EXERCISE INSTRUCTIONS -
Among the entries, find each line that includes the string "sheet" and list it.

Stored data:
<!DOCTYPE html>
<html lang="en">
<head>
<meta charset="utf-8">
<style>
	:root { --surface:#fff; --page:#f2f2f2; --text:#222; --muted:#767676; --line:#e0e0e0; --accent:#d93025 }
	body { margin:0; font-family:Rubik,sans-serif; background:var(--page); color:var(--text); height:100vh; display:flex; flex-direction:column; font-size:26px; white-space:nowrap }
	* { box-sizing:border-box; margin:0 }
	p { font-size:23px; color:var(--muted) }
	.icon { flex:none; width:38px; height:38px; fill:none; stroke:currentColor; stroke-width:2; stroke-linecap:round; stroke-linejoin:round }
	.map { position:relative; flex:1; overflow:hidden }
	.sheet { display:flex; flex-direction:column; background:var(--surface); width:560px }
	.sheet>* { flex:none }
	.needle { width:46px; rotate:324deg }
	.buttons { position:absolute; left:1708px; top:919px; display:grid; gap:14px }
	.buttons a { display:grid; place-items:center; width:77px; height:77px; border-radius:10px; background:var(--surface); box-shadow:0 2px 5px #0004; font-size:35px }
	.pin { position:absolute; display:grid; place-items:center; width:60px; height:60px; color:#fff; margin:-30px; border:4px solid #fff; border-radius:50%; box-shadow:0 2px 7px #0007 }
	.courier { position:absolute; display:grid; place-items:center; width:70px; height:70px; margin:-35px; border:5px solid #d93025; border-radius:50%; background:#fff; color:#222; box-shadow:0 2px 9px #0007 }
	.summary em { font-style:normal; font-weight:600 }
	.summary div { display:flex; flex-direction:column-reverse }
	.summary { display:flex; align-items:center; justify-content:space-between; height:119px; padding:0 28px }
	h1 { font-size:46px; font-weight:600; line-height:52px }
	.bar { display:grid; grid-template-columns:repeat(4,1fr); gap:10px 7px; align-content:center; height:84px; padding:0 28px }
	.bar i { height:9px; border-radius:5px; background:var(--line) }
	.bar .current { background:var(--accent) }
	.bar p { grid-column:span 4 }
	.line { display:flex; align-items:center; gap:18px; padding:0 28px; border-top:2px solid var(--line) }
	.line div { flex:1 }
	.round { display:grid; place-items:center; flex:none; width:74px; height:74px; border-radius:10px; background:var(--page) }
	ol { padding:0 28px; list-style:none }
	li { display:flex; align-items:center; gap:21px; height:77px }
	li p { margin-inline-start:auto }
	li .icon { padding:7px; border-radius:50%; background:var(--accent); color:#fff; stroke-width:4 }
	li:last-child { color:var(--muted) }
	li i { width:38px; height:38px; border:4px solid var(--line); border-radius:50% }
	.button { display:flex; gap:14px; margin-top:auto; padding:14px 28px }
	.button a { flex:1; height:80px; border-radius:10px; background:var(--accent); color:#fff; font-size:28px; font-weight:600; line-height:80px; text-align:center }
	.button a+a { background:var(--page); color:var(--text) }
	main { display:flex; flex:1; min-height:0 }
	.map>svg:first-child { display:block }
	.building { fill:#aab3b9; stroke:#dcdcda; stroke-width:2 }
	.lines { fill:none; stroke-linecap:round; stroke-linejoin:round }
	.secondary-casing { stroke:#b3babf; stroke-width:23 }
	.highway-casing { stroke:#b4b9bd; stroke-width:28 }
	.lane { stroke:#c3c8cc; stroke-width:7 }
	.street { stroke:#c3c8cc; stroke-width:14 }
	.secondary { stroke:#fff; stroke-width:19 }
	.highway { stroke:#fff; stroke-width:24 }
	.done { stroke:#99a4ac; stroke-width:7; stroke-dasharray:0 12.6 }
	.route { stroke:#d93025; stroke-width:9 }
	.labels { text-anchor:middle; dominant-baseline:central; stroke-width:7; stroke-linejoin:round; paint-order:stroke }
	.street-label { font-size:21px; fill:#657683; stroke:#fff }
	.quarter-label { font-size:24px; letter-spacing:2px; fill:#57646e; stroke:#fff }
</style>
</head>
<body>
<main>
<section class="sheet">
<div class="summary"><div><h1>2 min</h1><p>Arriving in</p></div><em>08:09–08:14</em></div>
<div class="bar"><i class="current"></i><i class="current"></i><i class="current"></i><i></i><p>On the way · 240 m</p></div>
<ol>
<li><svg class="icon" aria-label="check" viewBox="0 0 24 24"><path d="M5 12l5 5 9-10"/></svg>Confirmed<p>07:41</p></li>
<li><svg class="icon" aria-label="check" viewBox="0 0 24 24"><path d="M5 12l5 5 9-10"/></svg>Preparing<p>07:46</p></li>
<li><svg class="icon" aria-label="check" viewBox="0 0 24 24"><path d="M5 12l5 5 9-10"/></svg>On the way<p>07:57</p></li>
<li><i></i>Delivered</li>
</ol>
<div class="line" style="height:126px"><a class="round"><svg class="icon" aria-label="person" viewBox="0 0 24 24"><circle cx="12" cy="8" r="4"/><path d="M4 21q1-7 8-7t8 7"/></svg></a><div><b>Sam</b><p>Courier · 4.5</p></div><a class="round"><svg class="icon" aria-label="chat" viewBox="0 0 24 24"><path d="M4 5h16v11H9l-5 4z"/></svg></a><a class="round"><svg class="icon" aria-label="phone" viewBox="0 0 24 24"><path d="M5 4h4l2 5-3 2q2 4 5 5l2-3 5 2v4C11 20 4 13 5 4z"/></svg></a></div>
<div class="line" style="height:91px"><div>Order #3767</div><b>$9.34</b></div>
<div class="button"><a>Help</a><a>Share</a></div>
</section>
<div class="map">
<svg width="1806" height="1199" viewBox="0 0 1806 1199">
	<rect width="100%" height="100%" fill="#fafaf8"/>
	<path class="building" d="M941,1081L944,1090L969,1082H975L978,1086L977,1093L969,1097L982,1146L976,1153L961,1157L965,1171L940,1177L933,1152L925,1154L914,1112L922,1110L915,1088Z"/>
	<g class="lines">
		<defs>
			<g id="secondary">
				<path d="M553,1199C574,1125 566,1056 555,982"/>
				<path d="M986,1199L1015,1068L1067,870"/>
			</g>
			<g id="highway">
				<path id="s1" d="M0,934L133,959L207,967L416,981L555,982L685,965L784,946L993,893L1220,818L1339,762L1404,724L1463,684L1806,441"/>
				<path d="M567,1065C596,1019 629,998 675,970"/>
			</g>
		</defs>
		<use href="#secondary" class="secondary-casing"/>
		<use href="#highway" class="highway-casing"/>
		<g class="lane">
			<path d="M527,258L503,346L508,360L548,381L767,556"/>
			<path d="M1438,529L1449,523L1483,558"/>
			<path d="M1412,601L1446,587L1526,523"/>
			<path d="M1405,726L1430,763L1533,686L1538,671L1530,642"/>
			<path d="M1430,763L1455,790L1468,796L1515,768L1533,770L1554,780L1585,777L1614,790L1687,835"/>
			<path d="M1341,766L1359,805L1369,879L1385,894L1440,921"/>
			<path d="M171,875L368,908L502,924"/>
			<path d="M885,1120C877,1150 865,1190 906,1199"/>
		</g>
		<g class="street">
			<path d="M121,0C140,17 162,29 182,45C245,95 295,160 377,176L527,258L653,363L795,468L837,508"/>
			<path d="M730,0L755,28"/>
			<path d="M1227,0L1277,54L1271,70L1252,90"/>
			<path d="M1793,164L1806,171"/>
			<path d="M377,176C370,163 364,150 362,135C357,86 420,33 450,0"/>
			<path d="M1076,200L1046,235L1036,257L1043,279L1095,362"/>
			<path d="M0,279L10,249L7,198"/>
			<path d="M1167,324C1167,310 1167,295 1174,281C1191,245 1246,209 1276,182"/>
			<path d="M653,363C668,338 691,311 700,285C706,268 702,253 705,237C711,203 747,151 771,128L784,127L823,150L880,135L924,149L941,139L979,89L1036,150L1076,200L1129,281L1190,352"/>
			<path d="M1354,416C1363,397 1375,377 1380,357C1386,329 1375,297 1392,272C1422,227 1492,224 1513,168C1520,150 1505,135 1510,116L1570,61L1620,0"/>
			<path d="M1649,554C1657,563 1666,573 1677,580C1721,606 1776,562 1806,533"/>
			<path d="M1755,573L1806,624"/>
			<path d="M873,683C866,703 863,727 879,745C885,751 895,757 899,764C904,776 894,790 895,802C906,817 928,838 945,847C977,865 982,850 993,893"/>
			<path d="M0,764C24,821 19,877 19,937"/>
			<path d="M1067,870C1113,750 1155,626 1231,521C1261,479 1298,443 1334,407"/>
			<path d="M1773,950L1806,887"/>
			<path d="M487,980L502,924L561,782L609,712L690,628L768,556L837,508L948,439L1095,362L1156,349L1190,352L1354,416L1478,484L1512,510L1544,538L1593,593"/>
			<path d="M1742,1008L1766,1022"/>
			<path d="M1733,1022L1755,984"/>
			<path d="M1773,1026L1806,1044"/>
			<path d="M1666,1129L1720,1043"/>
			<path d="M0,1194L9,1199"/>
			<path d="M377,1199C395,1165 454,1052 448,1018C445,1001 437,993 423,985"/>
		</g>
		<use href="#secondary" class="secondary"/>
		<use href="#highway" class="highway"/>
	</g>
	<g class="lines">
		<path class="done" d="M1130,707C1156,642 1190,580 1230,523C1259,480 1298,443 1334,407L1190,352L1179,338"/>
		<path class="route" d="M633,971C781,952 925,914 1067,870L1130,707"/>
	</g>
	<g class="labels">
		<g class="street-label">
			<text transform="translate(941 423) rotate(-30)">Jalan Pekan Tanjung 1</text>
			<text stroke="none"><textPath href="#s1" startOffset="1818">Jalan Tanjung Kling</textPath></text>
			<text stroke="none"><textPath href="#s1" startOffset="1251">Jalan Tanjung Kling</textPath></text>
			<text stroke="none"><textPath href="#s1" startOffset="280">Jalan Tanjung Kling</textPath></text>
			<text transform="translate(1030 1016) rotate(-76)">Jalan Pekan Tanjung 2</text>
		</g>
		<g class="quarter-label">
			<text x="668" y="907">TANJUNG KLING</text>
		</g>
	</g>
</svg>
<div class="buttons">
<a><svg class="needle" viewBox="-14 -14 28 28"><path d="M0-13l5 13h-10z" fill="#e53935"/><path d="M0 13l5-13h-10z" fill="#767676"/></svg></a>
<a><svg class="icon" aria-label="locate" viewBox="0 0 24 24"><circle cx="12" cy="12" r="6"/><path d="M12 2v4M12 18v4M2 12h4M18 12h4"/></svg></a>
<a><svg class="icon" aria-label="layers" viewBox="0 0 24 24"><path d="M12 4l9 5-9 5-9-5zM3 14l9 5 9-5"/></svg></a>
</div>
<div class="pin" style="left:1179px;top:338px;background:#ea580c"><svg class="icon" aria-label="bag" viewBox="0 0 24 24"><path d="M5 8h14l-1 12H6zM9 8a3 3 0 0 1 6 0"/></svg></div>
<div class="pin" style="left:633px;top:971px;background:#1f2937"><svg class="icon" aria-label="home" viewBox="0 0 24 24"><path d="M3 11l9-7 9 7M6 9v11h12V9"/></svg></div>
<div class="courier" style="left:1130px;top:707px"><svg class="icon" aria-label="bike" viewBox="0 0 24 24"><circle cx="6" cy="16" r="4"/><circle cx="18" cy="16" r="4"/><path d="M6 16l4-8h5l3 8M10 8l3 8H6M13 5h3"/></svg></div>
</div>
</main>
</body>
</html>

ANSWER SPACE -
	.sheet { display:flex; flex-direction:column; background:var(--surface); width:560px }
	.sheet>* { flex:none }
<section class="sheet">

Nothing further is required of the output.